■ **Data shown**:
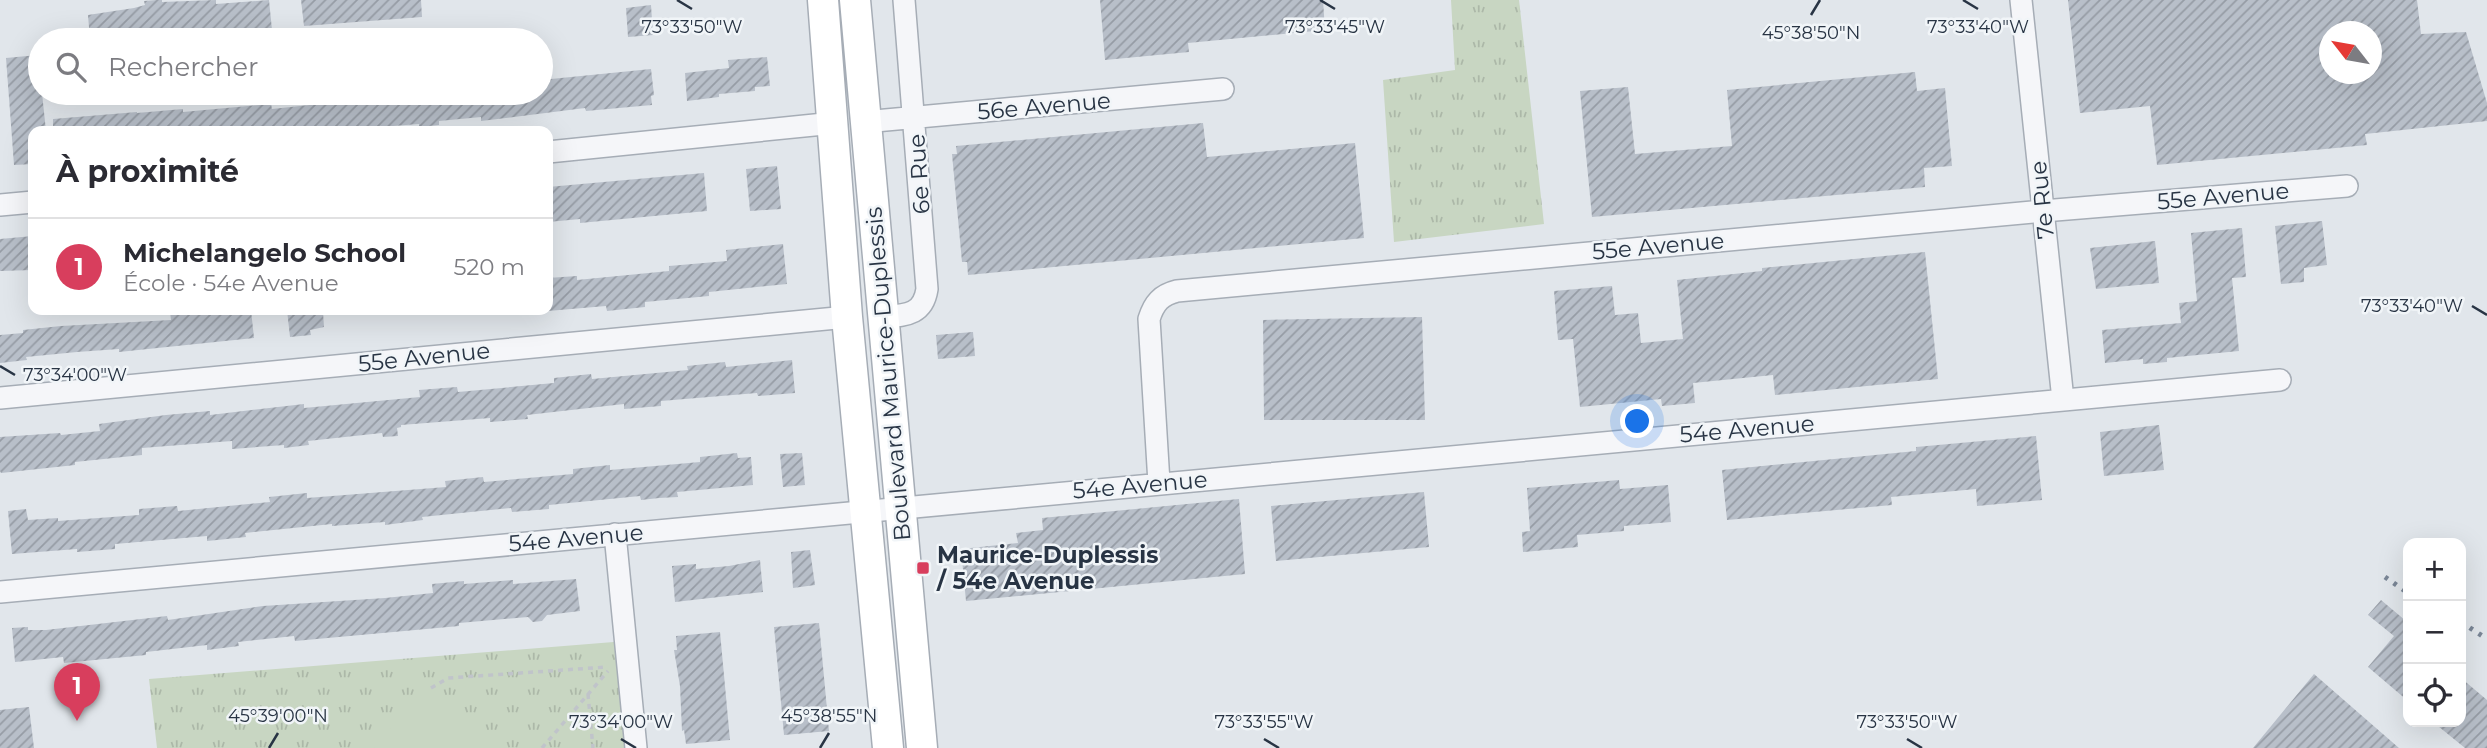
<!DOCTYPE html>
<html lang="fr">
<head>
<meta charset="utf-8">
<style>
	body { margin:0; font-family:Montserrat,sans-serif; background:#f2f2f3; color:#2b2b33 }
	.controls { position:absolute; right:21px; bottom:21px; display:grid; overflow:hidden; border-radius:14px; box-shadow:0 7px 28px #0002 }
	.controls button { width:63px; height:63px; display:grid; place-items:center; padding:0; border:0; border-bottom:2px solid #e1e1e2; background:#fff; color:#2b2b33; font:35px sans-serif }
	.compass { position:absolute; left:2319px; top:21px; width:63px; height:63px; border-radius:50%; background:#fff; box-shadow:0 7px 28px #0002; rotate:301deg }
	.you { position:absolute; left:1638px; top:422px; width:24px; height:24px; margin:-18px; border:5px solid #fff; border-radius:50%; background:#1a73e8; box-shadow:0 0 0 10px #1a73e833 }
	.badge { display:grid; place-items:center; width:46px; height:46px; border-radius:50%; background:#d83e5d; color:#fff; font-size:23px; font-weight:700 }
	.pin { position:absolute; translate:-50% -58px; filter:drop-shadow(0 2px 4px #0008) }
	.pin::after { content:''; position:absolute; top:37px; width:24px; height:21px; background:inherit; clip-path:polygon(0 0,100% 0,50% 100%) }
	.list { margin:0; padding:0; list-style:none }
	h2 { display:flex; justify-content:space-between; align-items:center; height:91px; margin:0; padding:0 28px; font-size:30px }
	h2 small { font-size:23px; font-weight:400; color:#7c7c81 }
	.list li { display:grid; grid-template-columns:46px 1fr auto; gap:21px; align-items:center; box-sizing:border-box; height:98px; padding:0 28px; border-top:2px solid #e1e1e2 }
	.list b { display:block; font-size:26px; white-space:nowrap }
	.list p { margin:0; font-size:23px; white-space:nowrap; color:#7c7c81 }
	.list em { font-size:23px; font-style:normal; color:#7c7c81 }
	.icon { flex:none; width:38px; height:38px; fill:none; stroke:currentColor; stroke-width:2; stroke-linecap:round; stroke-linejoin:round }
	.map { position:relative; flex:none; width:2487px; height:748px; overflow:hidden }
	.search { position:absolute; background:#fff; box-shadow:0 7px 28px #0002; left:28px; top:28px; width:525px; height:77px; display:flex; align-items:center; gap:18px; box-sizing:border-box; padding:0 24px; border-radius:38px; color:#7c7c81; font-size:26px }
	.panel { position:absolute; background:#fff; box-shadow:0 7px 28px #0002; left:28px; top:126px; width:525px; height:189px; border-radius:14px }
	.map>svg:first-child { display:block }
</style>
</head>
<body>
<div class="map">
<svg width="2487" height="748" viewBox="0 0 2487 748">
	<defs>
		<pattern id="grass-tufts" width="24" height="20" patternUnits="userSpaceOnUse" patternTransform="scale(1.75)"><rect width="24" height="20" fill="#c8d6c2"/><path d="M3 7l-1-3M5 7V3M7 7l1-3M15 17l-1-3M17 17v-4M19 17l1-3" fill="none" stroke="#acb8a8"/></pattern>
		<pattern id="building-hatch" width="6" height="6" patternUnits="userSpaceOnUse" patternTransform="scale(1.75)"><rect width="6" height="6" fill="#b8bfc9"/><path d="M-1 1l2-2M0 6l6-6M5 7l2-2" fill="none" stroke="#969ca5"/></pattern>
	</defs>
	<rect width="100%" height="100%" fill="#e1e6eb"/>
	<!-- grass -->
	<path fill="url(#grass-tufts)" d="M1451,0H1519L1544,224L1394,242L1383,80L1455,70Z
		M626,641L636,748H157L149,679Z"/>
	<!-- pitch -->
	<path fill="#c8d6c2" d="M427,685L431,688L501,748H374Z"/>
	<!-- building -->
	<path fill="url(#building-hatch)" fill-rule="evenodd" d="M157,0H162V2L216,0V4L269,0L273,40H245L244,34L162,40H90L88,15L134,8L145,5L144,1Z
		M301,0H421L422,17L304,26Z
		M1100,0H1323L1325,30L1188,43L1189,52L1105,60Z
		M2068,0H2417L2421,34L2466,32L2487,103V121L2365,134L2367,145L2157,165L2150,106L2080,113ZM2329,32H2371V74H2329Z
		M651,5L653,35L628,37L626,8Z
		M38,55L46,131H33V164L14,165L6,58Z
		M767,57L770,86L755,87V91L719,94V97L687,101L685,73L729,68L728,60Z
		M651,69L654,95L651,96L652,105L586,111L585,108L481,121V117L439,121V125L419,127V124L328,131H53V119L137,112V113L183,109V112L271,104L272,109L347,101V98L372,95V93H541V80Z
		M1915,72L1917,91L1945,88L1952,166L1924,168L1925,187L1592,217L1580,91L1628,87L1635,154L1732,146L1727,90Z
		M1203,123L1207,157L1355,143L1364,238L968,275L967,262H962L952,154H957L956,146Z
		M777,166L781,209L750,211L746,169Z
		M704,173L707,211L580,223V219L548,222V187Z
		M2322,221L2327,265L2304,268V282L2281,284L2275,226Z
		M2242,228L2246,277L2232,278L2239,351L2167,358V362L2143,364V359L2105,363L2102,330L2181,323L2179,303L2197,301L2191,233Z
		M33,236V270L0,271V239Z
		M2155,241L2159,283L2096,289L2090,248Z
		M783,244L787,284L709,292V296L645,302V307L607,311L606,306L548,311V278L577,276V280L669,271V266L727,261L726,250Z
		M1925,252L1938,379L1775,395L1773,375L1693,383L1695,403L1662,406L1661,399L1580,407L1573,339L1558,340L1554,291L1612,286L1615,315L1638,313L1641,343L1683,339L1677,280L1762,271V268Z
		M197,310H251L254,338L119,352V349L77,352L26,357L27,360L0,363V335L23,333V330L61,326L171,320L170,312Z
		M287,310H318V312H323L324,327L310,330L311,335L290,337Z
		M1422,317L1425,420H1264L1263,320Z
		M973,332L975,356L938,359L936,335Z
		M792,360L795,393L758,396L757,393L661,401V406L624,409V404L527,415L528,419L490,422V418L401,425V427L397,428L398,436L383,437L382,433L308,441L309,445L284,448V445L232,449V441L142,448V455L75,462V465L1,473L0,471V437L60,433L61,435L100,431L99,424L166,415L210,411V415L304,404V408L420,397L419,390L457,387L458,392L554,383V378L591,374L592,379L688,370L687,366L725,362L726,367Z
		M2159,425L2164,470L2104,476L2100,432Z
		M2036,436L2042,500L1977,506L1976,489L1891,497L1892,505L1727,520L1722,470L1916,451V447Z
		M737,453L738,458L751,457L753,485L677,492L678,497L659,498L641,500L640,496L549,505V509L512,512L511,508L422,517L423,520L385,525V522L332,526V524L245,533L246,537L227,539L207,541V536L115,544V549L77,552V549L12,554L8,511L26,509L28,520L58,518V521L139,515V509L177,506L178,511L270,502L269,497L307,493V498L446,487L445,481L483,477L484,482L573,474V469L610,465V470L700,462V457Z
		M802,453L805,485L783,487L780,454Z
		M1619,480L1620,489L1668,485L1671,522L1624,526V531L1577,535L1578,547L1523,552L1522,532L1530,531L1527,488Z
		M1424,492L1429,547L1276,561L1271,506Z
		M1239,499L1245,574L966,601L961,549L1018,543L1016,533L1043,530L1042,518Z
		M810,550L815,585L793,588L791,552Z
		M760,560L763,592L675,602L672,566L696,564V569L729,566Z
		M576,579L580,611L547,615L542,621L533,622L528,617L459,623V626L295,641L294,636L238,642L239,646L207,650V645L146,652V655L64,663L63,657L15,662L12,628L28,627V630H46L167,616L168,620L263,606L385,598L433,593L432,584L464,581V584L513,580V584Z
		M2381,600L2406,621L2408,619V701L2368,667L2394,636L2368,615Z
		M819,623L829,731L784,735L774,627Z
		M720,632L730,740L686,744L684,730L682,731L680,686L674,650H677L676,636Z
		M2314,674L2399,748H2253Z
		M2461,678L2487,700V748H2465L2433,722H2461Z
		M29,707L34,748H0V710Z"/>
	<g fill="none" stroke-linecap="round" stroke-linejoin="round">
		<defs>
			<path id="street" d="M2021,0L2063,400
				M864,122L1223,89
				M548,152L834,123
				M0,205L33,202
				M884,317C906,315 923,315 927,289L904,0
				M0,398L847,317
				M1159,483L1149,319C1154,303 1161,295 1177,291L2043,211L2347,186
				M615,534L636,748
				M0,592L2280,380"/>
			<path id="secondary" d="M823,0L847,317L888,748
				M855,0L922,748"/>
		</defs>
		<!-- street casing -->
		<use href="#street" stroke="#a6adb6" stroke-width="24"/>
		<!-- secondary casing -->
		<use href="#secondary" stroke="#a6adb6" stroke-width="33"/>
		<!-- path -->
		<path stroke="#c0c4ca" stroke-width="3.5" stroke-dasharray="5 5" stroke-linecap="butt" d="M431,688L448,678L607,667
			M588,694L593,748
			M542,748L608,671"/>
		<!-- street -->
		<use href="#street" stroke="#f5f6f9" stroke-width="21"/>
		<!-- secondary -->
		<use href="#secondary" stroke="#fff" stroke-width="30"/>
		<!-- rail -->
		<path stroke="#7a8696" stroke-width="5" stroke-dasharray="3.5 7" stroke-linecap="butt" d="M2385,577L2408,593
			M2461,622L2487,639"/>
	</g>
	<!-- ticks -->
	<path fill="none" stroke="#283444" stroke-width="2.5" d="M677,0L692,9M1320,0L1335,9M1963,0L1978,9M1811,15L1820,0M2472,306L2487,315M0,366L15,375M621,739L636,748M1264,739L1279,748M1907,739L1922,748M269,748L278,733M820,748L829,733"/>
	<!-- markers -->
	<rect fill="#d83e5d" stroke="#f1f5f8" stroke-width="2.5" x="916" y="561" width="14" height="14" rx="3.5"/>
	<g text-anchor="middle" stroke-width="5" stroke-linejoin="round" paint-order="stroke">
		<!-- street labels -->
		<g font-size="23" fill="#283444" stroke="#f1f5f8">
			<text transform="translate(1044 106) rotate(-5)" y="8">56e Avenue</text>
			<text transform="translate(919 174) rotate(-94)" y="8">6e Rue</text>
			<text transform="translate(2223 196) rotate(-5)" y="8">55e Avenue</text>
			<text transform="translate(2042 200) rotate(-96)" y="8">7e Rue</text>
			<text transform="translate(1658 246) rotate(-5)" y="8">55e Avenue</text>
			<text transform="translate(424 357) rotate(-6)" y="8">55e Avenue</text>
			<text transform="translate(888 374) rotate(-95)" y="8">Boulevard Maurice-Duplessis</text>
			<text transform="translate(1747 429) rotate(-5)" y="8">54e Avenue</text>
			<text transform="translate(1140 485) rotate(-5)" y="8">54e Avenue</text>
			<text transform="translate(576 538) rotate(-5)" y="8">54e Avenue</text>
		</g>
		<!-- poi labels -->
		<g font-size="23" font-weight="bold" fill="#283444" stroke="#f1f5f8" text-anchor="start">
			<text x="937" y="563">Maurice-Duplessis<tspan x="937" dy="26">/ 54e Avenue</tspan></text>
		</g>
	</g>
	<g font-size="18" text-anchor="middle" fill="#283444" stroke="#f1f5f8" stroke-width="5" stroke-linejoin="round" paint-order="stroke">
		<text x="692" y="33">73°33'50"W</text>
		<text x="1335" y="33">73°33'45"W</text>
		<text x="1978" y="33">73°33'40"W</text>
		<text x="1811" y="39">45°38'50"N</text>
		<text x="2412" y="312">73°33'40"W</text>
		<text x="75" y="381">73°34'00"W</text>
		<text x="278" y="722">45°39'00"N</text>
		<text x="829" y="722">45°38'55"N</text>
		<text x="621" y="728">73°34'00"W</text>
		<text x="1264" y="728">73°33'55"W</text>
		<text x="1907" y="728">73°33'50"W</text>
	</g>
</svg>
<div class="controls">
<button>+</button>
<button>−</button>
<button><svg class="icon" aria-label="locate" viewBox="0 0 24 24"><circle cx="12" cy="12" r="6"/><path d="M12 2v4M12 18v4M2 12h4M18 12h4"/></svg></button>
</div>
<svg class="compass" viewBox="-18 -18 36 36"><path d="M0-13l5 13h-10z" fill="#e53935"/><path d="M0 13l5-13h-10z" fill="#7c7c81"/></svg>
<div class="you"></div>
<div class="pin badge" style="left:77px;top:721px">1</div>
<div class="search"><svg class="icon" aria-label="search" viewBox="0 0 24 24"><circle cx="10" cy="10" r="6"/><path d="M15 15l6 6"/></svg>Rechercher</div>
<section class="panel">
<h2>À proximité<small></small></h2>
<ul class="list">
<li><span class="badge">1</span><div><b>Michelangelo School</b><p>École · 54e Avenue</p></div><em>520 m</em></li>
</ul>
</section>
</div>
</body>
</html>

■ **Task goal**: Find "nowrap" in the data above. Report each line where it appears.

■ **Response**:
	.list b { display:block; font-size:26px; white-space:nowrap }
	.list p { margin:0; font-size:23px; white-space:nowrap; color:#7c7c81 }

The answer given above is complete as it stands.